Crédit : vers un « éco-prêt » à taux zéro ?
Des travaux pour limiter les pertes d’énergie grâce à un prêt à taux zéro ? C’est presque fait ! En effet, Philippe Pelletier, le président de l’Anah (Agence nationale de l’habitat), a remis à Jean-Louis Borloo la semaine dernière, un ensemble de mesures susceptibles d’être reprises dans la future loi d’orientation pour l’environnement (projet de loi Grenelle 2). Parmi les 44 propositions, l’on trouve la mise en place d’un « éco-prêt à taux zéro ». Ce prêt devrait permettre au propriétaire d’un logement de financer d’un seul coup le maximum de travaux : isolation du toit, des murs, changements des fenêtres. Le tout pour réduire considérablement les émissions en CO2 des ménages français, et donc de réduire vos frais d’énergie.
Comment fonctionnera ce prêt ?
Que vous soyez propriétaire occupant ou bailleur, ce prêt sera attribué par les banques avec un taux nul. La bonification du taux et la rétribution de la banque s’effectueront par l’Etat selon des modalités pas encore définies. Le montant du prêt devra être élevé (25 à 30 000 euros), « voire non-plafonné », précise le rapport, afin de tenir compte des travaux induits (reprise des revêtements muraux et des installations électriques, ventilation en cas d’isolation…). Quant à la durée de l’emprunt, elle devra être longue et correspondre aux temps de retour prévisionnels d’amortissement des travaux à réaliser (entre 10 et 15 ans). Afin de porter des garanties aux organismes prêteurs, des sanctions seront prévues si les travaux ne sont pas finis dans les temps.
Pour encourager tous les acteurs dans ce sens, une subvention ou un bonus pourrait aussi être accordé dans le cas d’un projet particulièrement performant « dès lors qu’est attestée l’empreinte de l’objectif initial », conclut le rapport. Ainsi, ce système ciblerait en priorité les réhabilitations lourdes dont les bâtiments consomment plus de 450 kWhep/m2 chaque année. L’octroi de ces aides devront concorder avec des critères de performance énergétique. Mais pas seulement, nuance le rapport : « Il s’agit en particulier d’inscrire de façon plus systématique le principe d’économie d’énergie dans les opérations […], sans pour autant exclure des dispositifs d’aides des opérations plus légères et ciblées (accessibilité aux personnes à mobilité réduite, adaptation au vieillissement, amélioration des équipements sanitaires) ».

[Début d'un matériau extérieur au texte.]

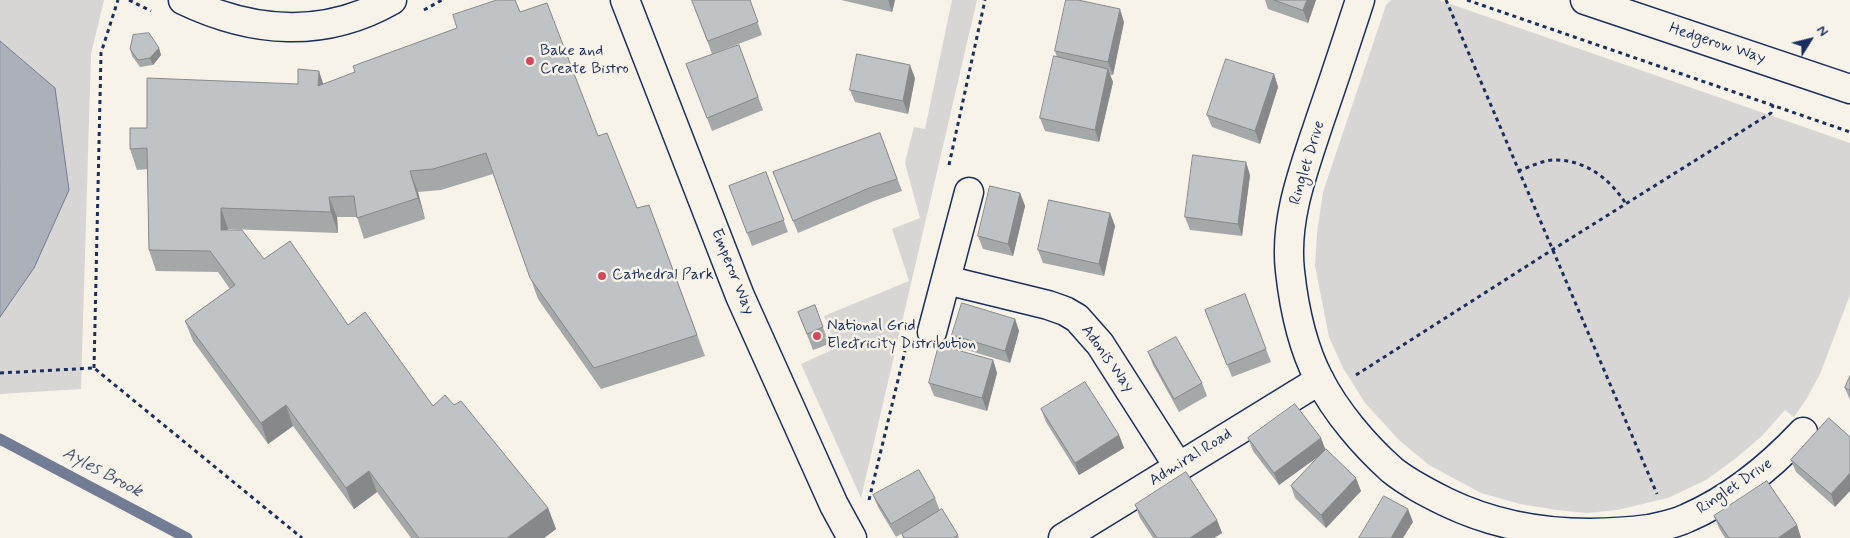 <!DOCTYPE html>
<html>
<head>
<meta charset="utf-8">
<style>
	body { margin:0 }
	#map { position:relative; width:1850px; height:538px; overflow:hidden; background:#f7f3e8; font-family:Mynerve,sans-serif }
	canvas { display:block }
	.north { position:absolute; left:1785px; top:15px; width:50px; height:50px; -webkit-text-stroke:4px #f7f3e8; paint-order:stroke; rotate:54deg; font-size:14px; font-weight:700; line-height:20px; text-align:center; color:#1b2f5e }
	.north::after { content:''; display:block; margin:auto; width:18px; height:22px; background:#1b2f5e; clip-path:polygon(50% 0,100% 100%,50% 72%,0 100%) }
</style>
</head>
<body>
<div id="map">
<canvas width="1850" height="538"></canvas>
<div class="north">N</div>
</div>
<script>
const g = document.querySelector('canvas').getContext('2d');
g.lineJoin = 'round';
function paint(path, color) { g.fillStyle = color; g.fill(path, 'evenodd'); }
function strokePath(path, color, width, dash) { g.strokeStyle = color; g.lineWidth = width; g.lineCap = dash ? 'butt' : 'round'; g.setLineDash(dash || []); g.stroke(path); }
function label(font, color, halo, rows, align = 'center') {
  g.font = font + ' Mynerve,sans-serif'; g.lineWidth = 5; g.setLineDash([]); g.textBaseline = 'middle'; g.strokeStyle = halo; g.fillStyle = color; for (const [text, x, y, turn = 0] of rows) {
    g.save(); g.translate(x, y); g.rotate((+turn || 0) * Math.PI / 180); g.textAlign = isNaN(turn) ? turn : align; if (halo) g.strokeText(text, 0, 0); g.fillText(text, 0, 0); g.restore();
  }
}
paint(new Path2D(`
	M0 0H104L91 54 81 389 0 394V317L34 268 55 88 0 41Z
	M952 0H977L861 498 801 364 836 348 824 316 909 281 892 229 920 218 905 163 914 127 925 129Z
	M1391 0H1439L1850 143V295L1820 374 1807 398 1794 417 1785 410 1762 436 1735 459 1706 480 1668 498 1617 510 1587 513 1557 510 1520 504 1481 493 1429 465 1399 440 1365 403 1343 368 1329 337 1315 266 1317 233 1323 192 1386 5Z`), '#d7d6d4');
const water = new Path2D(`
	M0 41 55 88 69 190 34 268 0 317Z`);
paint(water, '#acb0b9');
strokePath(water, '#727c95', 1);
strokePath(new Path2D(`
	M0 439 187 538`), '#727c95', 11);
const minor = new Path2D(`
	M183 0C252 33 324 39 392 0
	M625 0 740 296 834 505 852 538
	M1360 0C1347 40 1334 80 1320 120 1304 169 1284 219 1290 271 1294 308 1302 346 1319 379 1336 412 1364 445 1392 470 1408 483 1428 493 1446 502 1510 533 1579 538 1649 529 1662 526 1675 524 1687 518 1731 499 1770 467 1803 432
	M1585 0 1850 89
	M946 280 1048 305 1065 311 1077 318 1100 344 1178 466
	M932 332 969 192
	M1063 538 1320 380`);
strokePath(minor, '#1b2f5e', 31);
strokePath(new Path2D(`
	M129 0 151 11
	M1446 0 1657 494
	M1467 0 1850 132
	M424 10 442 0
	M949 165 985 0
	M1518 171C1530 167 1542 160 1555 160 1586 160 1610 179 1626 204
	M94 368 101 53 118 0
	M0 373 94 368 302 538
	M1356 375 1552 250 1771 113 1773 105
	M869 500 905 351`), '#1b2f5e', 3, [4, 4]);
strokePath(minor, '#f7f3e8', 28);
paint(new Path2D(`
	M692 0H750L762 35 712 54Z
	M841 0H895L892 12Z
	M1265 0H1316L1308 23 1268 9Z
	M520 12 598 136 637 208 649 205 705 356 601 389 538 299 493 174 441 190 418 192 425 219 364 239 357 217H337L338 233 228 229V230L264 259 348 325 433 406 548 508 556 529 544 538H411L377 492 354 509 293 426 268 444 193 341 185 321 230 289 218 272 156 271 149 250 148 169 137 170 130 149 147 128 324 84Z
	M1124 22 1113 75H1110L1113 82 1099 142 1045 131 1040 118 1057 57 1055 51Z
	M739 45 763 110 712 131 686 64Z
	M159 48 161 55 153 65 140 67 132 56 130 49Z
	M1274 74 1278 87 1260 144 1212 127 1207 115Z
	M915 78 908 114 855 102 850 90Z
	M880 133 902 191 874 201 798 233 773 172Z
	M766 172 788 232 752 246 729 186Z
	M1250 175 1242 236 1190 230 1185 217Z
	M1020 193 1025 206 1013 256 983 249 978 236Z
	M1110 213 1115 226 1104 276 1043 263 1038 250Z
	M815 305 829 344 813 350 798 312Z
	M1205 310 1266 349 1271 362 1232 377Z
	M1015 319 1019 331 1010 363 957 347 952 335Z
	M1148 352 1202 383 1207 396 1179 412 1153 365Z
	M993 360 997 373 987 411 934 396 929 383Z
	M1850 376V400L1845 388Z
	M1041 409 1119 435 1124 448 1079 475 1046 422Z
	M1829 418 1835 507 1796 472 1791 460Z
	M1248 438H1321L1325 450 1361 491 1326 528 1295 498 1291 486 1320 455 1279 485 1253 451Z
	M873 495 935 498 940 511 958 535 959 538H903L902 534 935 514 896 537 878 507Z
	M1135 505 1217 520 1222 533 1214 538H1153L1140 518Z
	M1714 516 1797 525 1801 538H1725L1719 528Z`), '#a5a8a9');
paint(new Path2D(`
	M888 0H895L892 12Z
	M1307 0H1316L1308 23 1303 10Z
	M1120 9 1124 22 1113 75 1108 62Z
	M159 48 161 55 153 65 150 58Z
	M910 65 915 78 908 114 903 101Z
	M1108 69 1113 82 1099 142 1095 130Z
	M319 71 326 92 318 86Z
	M1274 74 1278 87 1260 144 1255 131Z
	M1246 162 1250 175 1242 236 1238 224Z
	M410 171 418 192 425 219 418 198Z
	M1020 193 1025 206 1013 256 1008 244Z
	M329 197 337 217 338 233 331 212Z
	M221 208 228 229V251L221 230Z
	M1110 213 1115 226 1104 276 1099 264Z
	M1015 319 1019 331 1010 363 1005 351Z
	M993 360 997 373 987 411 982 398Z
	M286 405 293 426 268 444 261 423Z
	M1119 435 1124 448 1079 475 1075 463Z
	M1321 438 1326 451 1279 485 1274 473Z
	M369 471 377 492 354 509 346 488Z
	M1850 473V491L1835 507 1831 494Z
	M1356 478 1361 491 1326 528 1321 515Z
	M548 508 556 529 544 538H507Z
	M1408 509 1413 522 1403 538H1391Z
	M1217 520 1222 533 1214 538H1190Z
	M1797 525 1801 538H1778Z`), '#86888a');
const building = new Path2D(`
	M497 0H515L520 12 547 3 598 136 607 133 637 208 649 205 697 335 594 368 530 278 486 153 433 169 410 171 418 198 357 218 354 196 329 197 331 212 221 208V230H242L264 259 290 241 348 325 365 312 433 406 445 395 454 405 461 401 548 508 507 538H419L369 471 346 488 286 405 261 423 185 321 235 285 210 251 149 250 147 148 130 149V128H147V78L298 84V69L319 71 318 86 355 72 353 66 457 28 453 15Z
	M692 0H750L758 22 708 41Z
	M1066 0H1078L1120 9 1108 62 1055 51Z
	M1274 0H1307L1303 10Z
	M149 33 159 48 150 58 138 60 130 49 133 35Z
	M739 45 758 97 707 118 686 64Z
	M857 54 910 65 903 101 850 90Z
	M1054 56 1108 69 1095 130 1040 118Z
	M1226 59 1274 74 1255 131 1207 115Z
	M880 133 897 179 869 188 793 221 773 172Z
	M1193 155 1246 162 1238 224 1185 217Z
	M766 172 784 220 747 233 729 186Z
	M990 186 1020 193 1008 244 978 236Z
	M1049 200 1110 213 1099 264 1038 250Z
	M1245 294 1266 349 1227 365 1205 310Z
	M962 303 1015 319 1005 351 952 335Z
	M815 305 823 327 807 334 798 312Z
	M1176 337 1202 383 1174 399 1148 352Z
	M939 345 993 360 982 398 929 383Z
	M1850 376V390L1845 388Z
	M1085 382 1119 435 1075 463 1041 409Z
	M1295 404 1321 438 1274 473 1248 438Z
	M1829 418 1850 437V473L1831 494 1791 460Z
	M1326 449 1356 478 1321 515 1291 486Z
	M919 470 935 498 891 524 873 495Z
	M1186 472 1217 520 1190 538H1157L1135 505Z
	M1767 481 1797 525 1778 538H1729L1714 516Z
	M1384 496 1408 509 1391 538H1359Z
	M942 509 958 535 953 538H904L902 534Z`);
paint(building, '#c0c3c5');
strokePath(building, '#86888a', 1);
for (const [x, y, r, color] of [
	[530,61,5,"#d1495b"],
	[602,276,5,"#d1495b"],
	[817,336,5,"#d1495b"]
]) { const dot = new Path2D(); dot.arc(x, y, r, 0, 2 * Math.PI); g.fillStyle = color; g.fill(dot); strokePath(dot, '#f7f3e8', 2); }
label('16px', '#1b2f5e', '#f7f3e8', [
	["Hedgerow Way",1717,44,18],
	["Ringlet Drive",1308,163,-73],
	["Emperor Way",732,272,68],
	["Adonis Way",1107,359,54],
	["Admiral Road",1191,458,-32],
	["Ringlet Drive",1735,487,-34]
]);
label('16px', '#1b2f5e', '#f7f3e8', [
	["Bake and",540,52],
	["Create Bistro",540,70],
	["Cathedral Park",612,276],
	["National Grid",827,327],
	["Electricity Distribution",827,345]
], 'left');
label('italic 18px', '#465679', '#f7f3e8', [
	["Ayles Brook",102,473,28]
]);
</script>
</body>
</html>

Les éco-prêts ont commencé à se développer et à se diversifier en France dès mai 2007, trois mois après la création du livret de développement durable (LDD). Jusqu’à aujourd’hui, toute banque qui collecte de l’épargne via le LDD, a pour obligation de proposer des prêts finançant les travaux d’économie d’énergie dans des logements de plus de deux ans. D’ici 2010, le montant de l’épargne collectée affectée à ce type de crédits doit atteindre 10%. Seulement, peu de banques proposaient jusqu’à maintenant des éco-prêts vraiment intéressants à des taux bas. Grâce à cet éco-prêt à taux zéro, les particuliers seront sans doute davantage conquis à l’idée de faire des économies d’énergies.
D’autant plus que ce rapport préconise un doux glissement vers l’esprit « aider pour contraindre ». Ainsi, le comité de réflexion (plus d’une vingtaine d’associations), préconise l’instauration d’un système incitatif de taxe / exonération dans le tertiaire. Ainsi, les gros consommateurs d’énergies pourraient être taxés, tandis que ceux qui s’engageraient dans des actions d’amélioration seraient exonérés de cette taxe.
Enfin, le rapport préconise de renforcer des certificats d’économie d’énergie pour les ménages à faible revenu. « Cela permettra d’impliquer plus encore les distributeurs d’énergie dans la promotion des travaux d’efficacité énergétique auprès de ces ménages », note la commission.
Si les associations de défense de l’environnement ne sont pas contre ce type de mesures fiscales, elles estiment néanmoins qu’elles ne sont pas à la hauteur du chantier. Pour elles, ces mécanismes ne pourront pas venir à bout des quelques 30 millions de logement à rénover, dont 25 millions de résidences principales et près de 8 millions de mètres carrés de bureaux. Pour les « Negawatt », un réseau d’experts qui défend qu’un « bon watt est un watt qui n’est pas consommé », il faut rendre obligatoire la rénovation thermique et le gain d’énergie à chaque vente d’un bien sans laisser le choix du niveau de performance.
Le rédacteur de ces propositions, Philippe Pelletier veut inscrire ces mesures dans le cadre du premier projet de loi du Grenelle, dont les députés débâteront au Parlement en février. Le contenu, quant à lui sera présenté en Conseil des ministres fin janvier.